The reply should reproduce every line of the data below word for word, minus any images.

*** EXERCISE INPUT

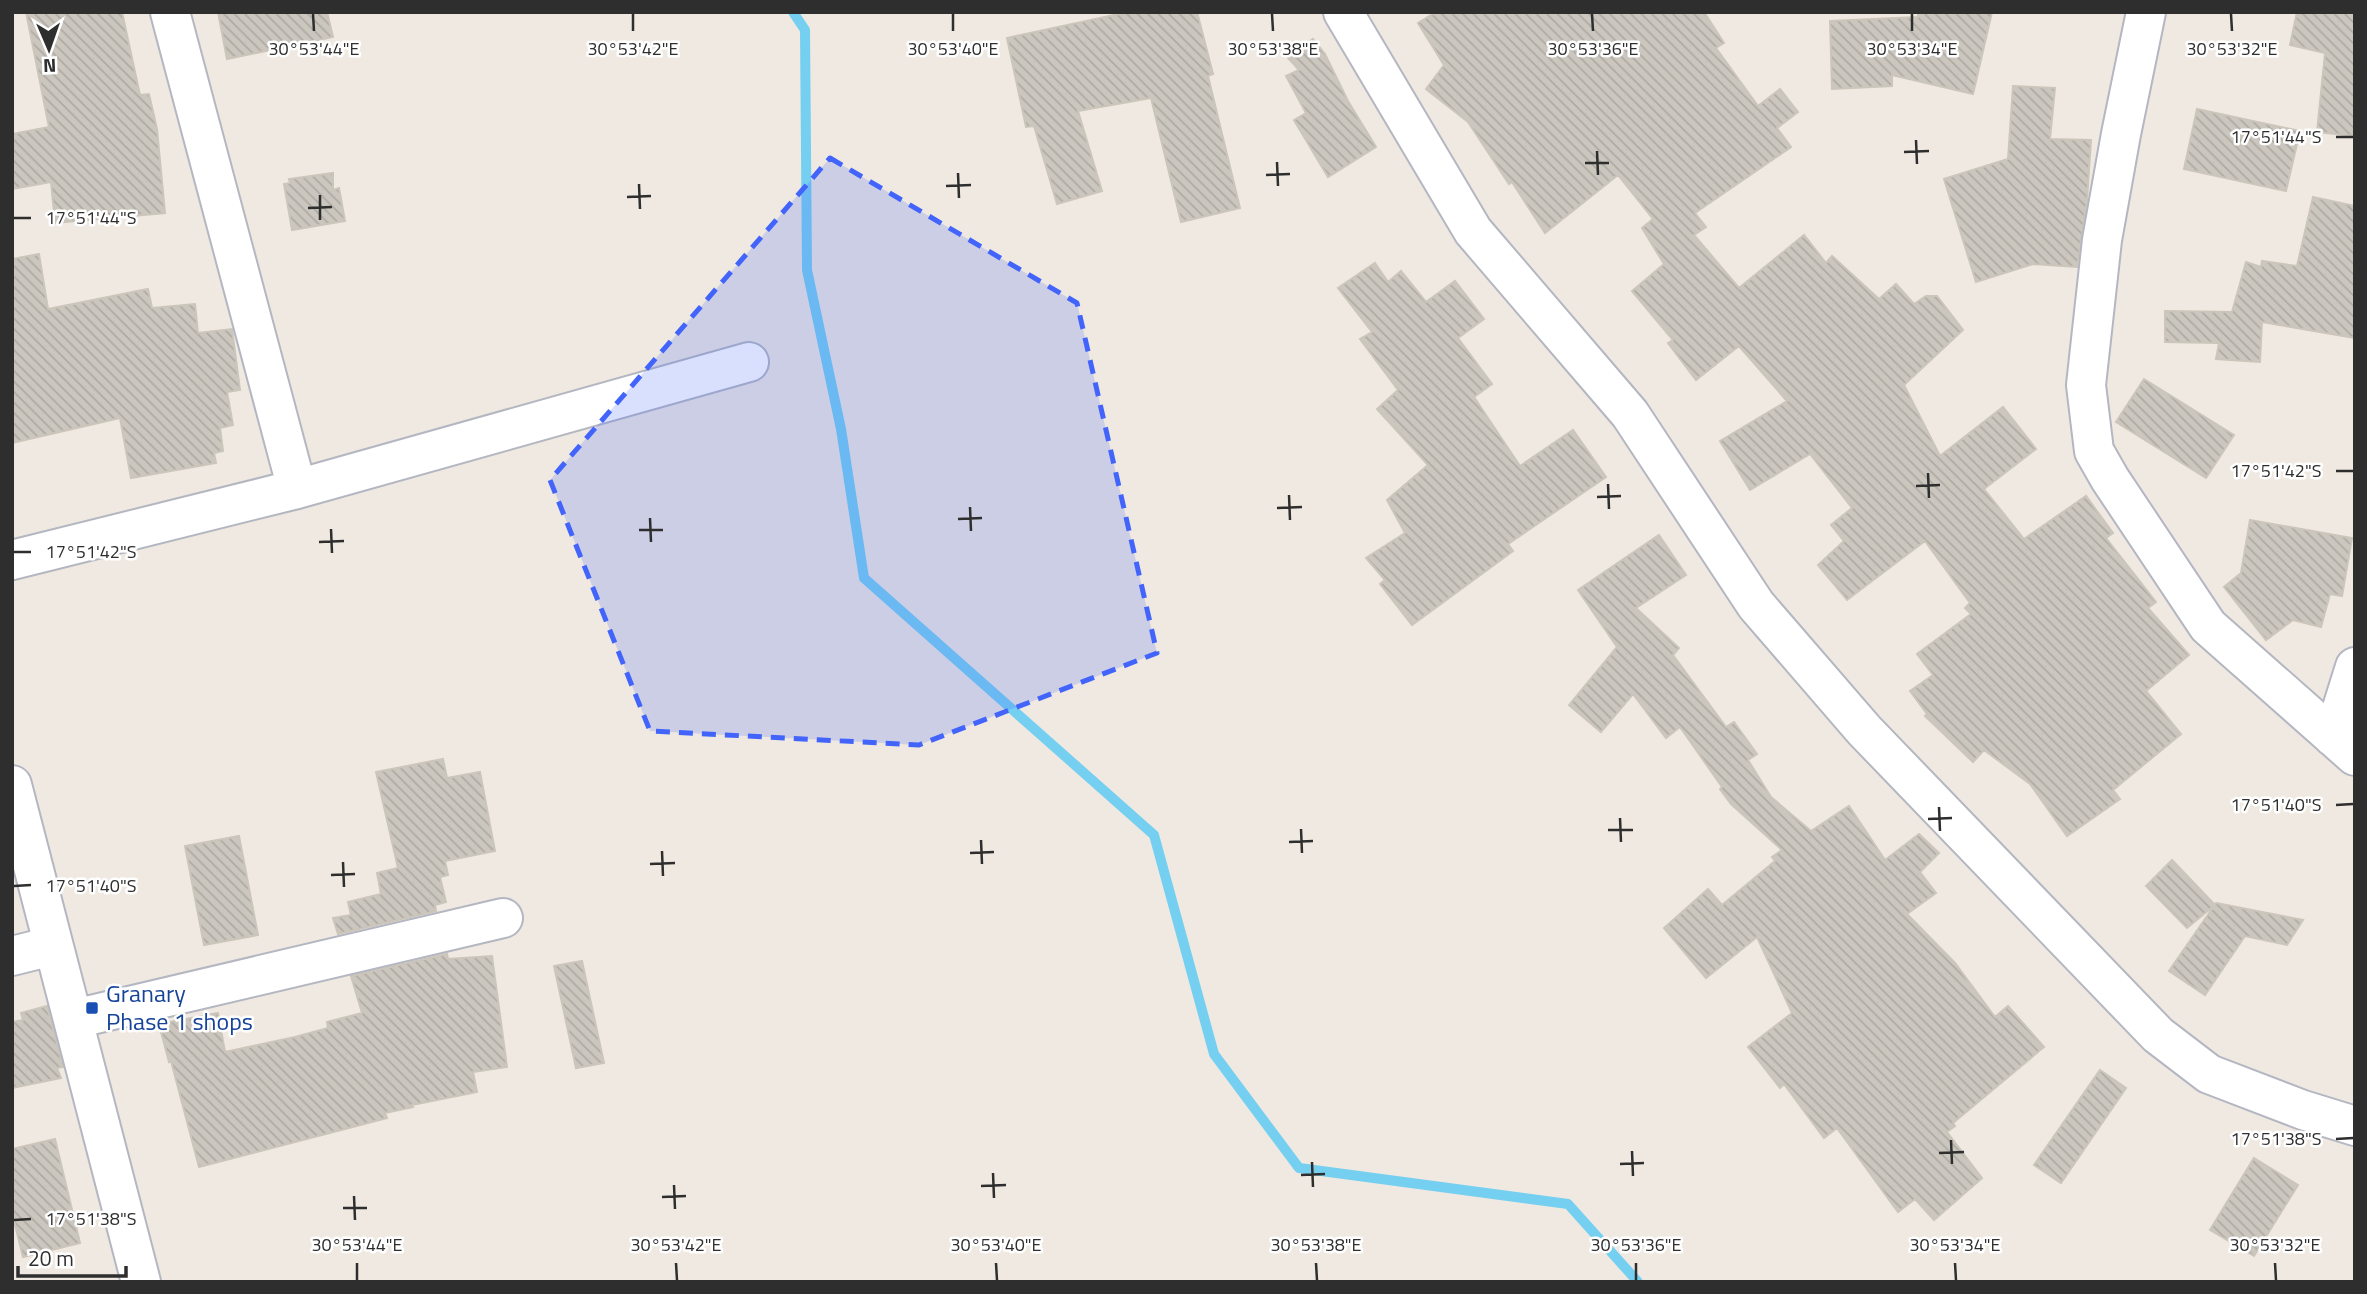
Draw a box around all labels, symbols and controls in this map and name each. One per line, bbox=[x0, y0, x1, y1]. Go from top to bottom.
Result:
north arrow bbox=[14, 14, 84, 84]
text: 30°53'44"E bbox=[269, 35, 360, 62]
text: 30°53'42"E bbox=[588, 35, 679, 62]
text: 30°53'40"E bbox=[908, 35, 999, 62]
text: 30°53'38"E bbox=[1228, 35, 1319, 62]
text: 30°53'36"E bbox=[1548, 35, 1639, 62]
text: 30°53'34"E bbox=[1867, 35, 1958, 62]
text: 30°53'32"E bbox=[2187, 35, 2278, 62]
text: N bbox=[43, 52, 57, 81]
text: 17°51'44"S bbox=[2231, 123, 2321, 150]
text: 17°51'44"S bbox=[46, 204, 136, 231]
text: 17°51'42"S bbox=[2231, 457, 2321, 484]
text: 17°51'42"S bbox=[46, 538, 136, 565]
text: 17°51'40"S bbox=[2231, 791, 2321, 818]
text: 17°51'40"S bbox=[46, 872, 136, 899]
place label: Granary Phase 1 shops bbox=[106, 975, 253, 1039]
marker: Granary Phase 1 shops bbox=[84, 1000, 100, 1016]
text: 17°51'38"S bbox=[2231, 1125, 2321, 1152]
text: 17°51'38"S bbox=[46, 1205, 136, 1232]
text: 30°53'44"E bbox=[312, 1231, 403, 1258]
text: 30°53'42"E bbox=[631, 1231, 722, 1258]
text: 30°53'40"E bbox=[951, 1231, 1042, 1258]
text: 30°53'38"E bbox=[1271, 1231, 1362, 1258]
text: 30°53'36"E bbox=[1591, 1231, 1682, 1258]
text: 30°53'34"E bbox=[1910, 1231, 2001, 1258]
text: 30°53'32"E bbox=[2230, 1231, 2321, 1258]
scale bar bbox=[18, 1234, 126, 1278]
text: 20 m bbox=[28, 1242, 74, 1274]

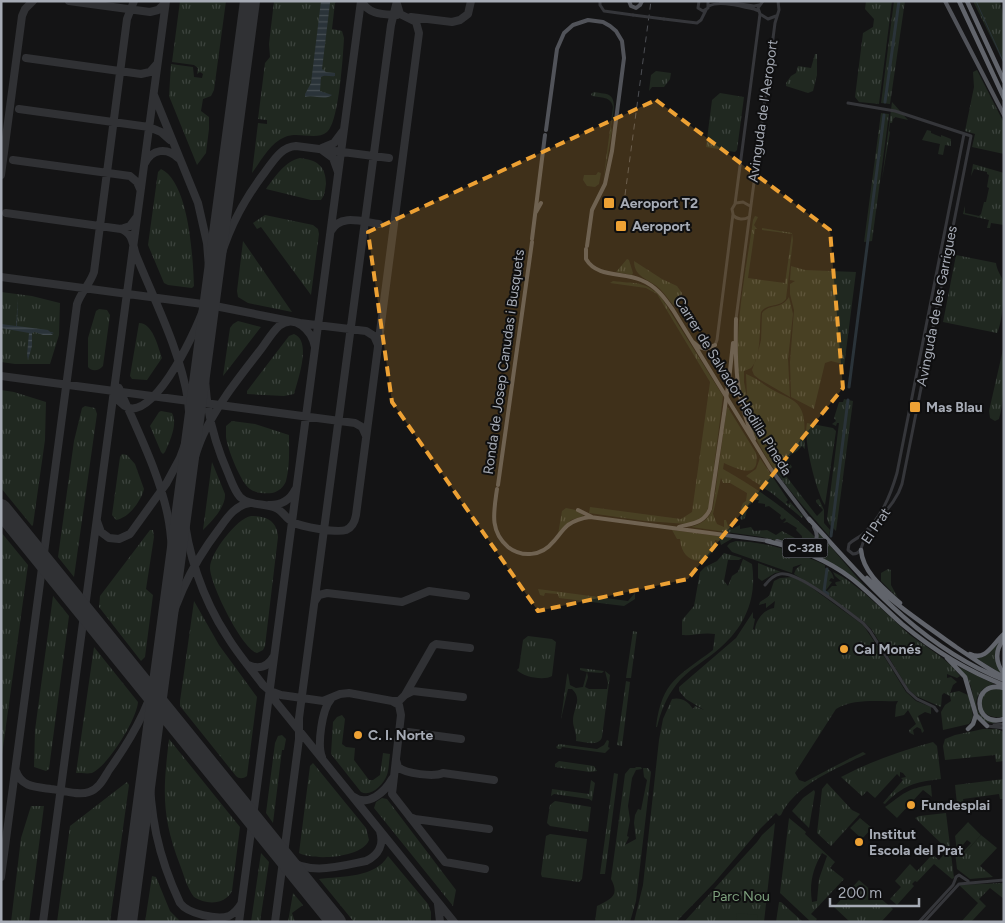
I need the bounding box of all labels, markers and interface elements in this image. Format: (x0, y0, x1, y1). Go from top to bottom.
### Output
street label: Avinguda de l'Aeroport (745, 39, 781, 183)
place label: Aeroport T2 (620, 195, 698, 212)
marker: Aeroport T2 (602, 196, 616, 210)
place label: Aeroport (632, 218, 691, 235)
marker: Aeroport (614, 219, 628, 233)
street label: Avinguda de les Garrigues (913, 224, 961, 388)
street label: Ronda de Josep Canudas i Busquets (480, 248, 528, 476)
street label: Carrer de Salvador Hedilla Pineda (671, 293, 795, 479)
place label: Mas Blau (926, 399, 983, 416)
marker: Mas Blau (908, 400, 922, 414)
street label: El Prat (858, 505, 894, 547)
road number: C-32B (782, 538, 828, 558)
place label: Cal Monés (854, 641, 921, 658)
marker: Cal Monés (838, 643, 850, 655)
place label: C. I. Norte (368, 727, 434, 744)
marker: C. I. Norte (352, 729, 364, 741)
place label: Fundesplai (921, 797, 990, 814)
marker: Fundesplai (905, 799, 917, 811)
place label: Institut Escola del Prat (869, 826, 964, 859)
marker: Institut Escola del Prat (853, 836, 865, 848)
scale bar (830, 876, 919, 908)
text: 200 m (838, 884, 882, 902)
park label: Parc Nou (712, 888, 770, 905)

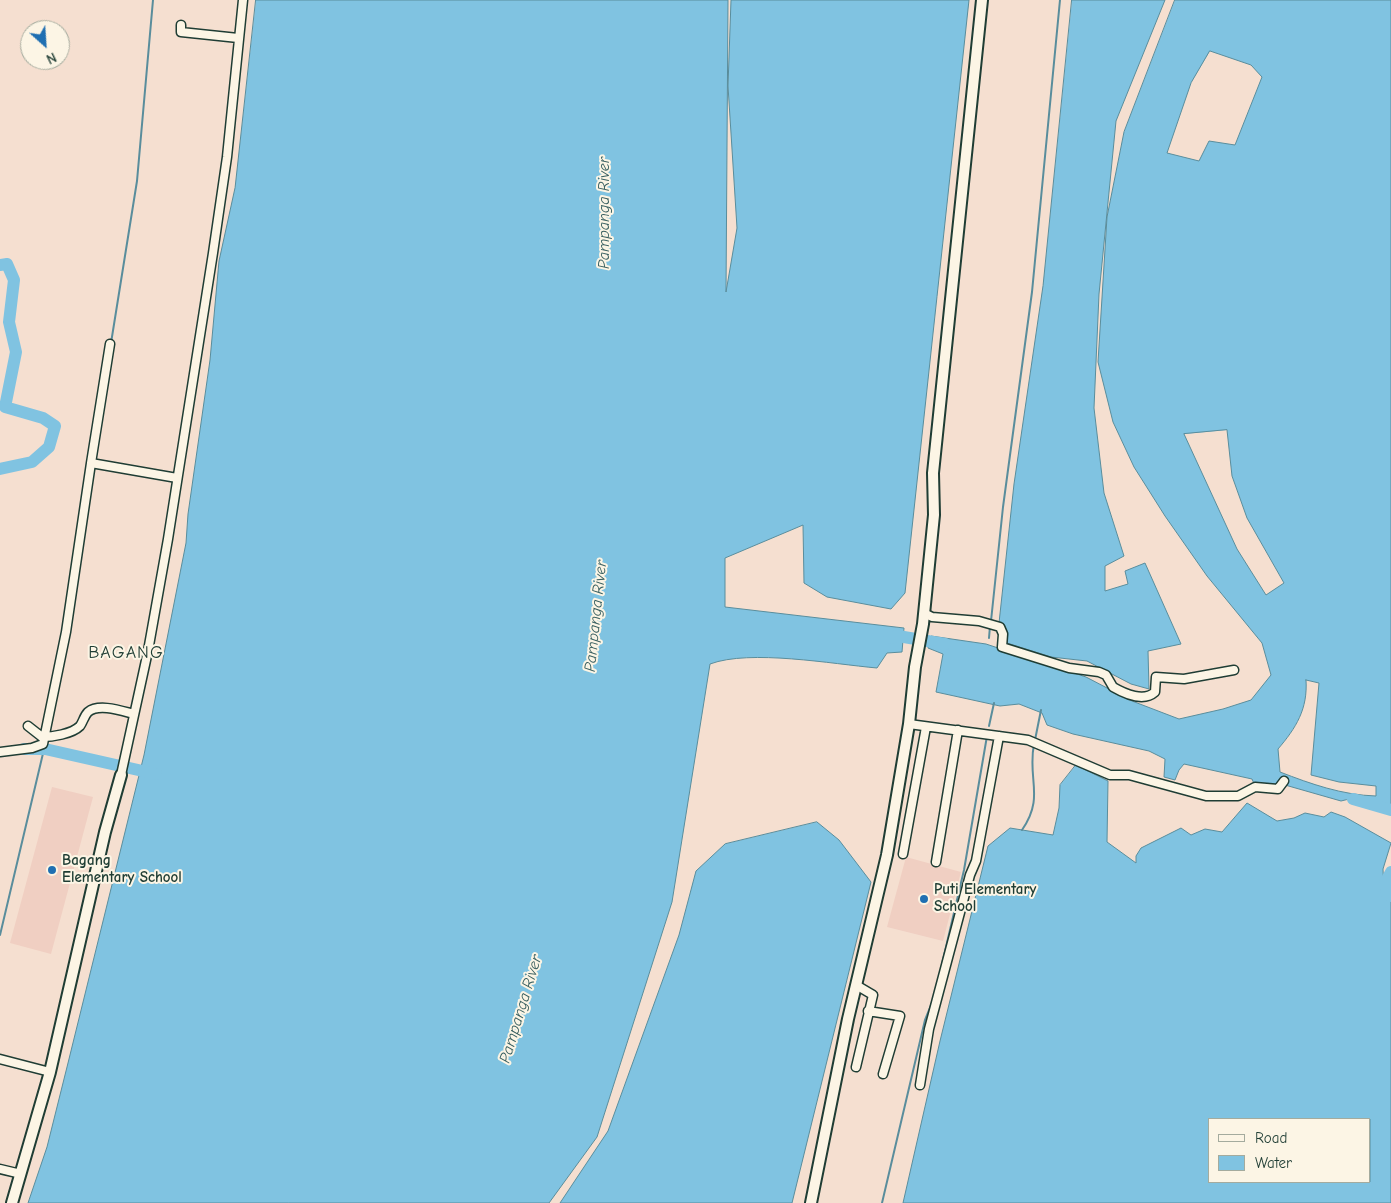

******

» **YOUR RESPONSE**
Draw a box around all labels, symbols and controls in this map and name each. One per line, bbox=[x0, y0, x1, y1]. Go from top to bottom.
Result:
north arrow bbox=[14, 14, 84, 84]
text: 30°53'44"E bbox=[269, 35, 360, 62]
text: 30°53'42"E bbox=[588, 35, 679, 62]
text: 30°53'40"E bbox=[908, 35, 999, 62]
text: 30°53'38"E bbox=[1228, 35, 1319, 62]
text: 30°53'36"E bbox=[1548, 35, 1639, 62]
text: 30°53'34"E bbox=[1867, 35, 1958, 62]
text: 30°53'32"E bbox=[2187, 35, 2278, 62]
text: N bbox=[43, 52, 57, 81]
text: 17°51'44"S bbox=[2231, 123, 2321, 150]
text: 17°51'44"S bbox=[46, 204, 136, 231]
text: 17°51'42"S bbox=[2231, 457, 2321, 484]
text: 17°51'42"S bbox=[46, 538, 136, 565]
text: 17°51'40"S bbox=[2231, 791, 2321, 818]
text: 17°51'40"S bbox=[46, 872, 136, 899]
place label: Granary Phase 1 shops bbox=[106, 975, 253, 1039]
marker: Granary Phase 1 shops bbox=[84, 1000, 100, 1016]
text: 17°51'38"S bbox=[2231, 1125, 2321, 1152]
text: 17°51'38"S bbox=[46, 1205, 136, 1232]
text: 30°53'44"E bbox=[312, 1231, 403, 1258]
text: 30°53'42"E bbox=[631, 1231, 722, 1258]
text: 30°53'40"E bbox=[951, 1231, 1042, 1258]
text: 30°53'38"E bbox=[1271, 1231, 1362, 1258]
text: 30°53'36"E bbox=[1591, 1231, 1682, 1258]
text: 30°53'34"E bbox=[1910, 1231, 2001, 1258]
text: 30°53'32"E bbox=[2230, 1231, 2321, 1258]
scale bar bbox=[18, 1234, 126, 1278]
text: 20 m bbox=[28, 1242, 74, 1274]

I need the bounding box of all labels, markers and interface elements in this image. Format: (x0, y0, x1, y1). Go from top to bottom.
### Output
street label: Avinguda de l'Aeroport (745, 39, 781, 183)
place label: Aeroport T2 (620, 195, 698, 212)
marker: Aeroport T2 (602, 196, 616, 210)
place label: Aeroport (632, 218, 691, 235)
marker: Aeroport (614, 219, 628, 233)
street label: Avinguda de les Garrigues (913, 224, 961, 388)
street label: Ronda de Josep Canudas i Busquets (480, 248, 528, 476)
street label: Carrer de Salvador Hedilla Pineda (671, 293, 795, 479)
place label: Mas Blau (926, 399, 983, 416)
marker: Mas Blau (908, 400, 922, 414)
street label: El Prat (858, 505, 894, 547)
road number: C-32B (782, 538, 828, 558)
place label: Cal Monés (854, 641, 921, 658)
marker: Cal Monés (838, 643, 850, 655)
place label: C. I. Norte (368, 727, 434, 744)
marker: C. I. Norte (352, 729, 364, 741)
place label: Fundesplai (921, 797, 990, 814)
marker: Fundesplai (905, 799, 917, 811)
place label: Institut Escola del Prat (869, 826, 964, 859)
marker: Institut Escola del Prat (853, 836, 865, 848)
scale bar (830, 876, 919, 908)
text: 200 m (838, 884, 882, 902)
park label: Parc Nou (712, 888, 770, 905)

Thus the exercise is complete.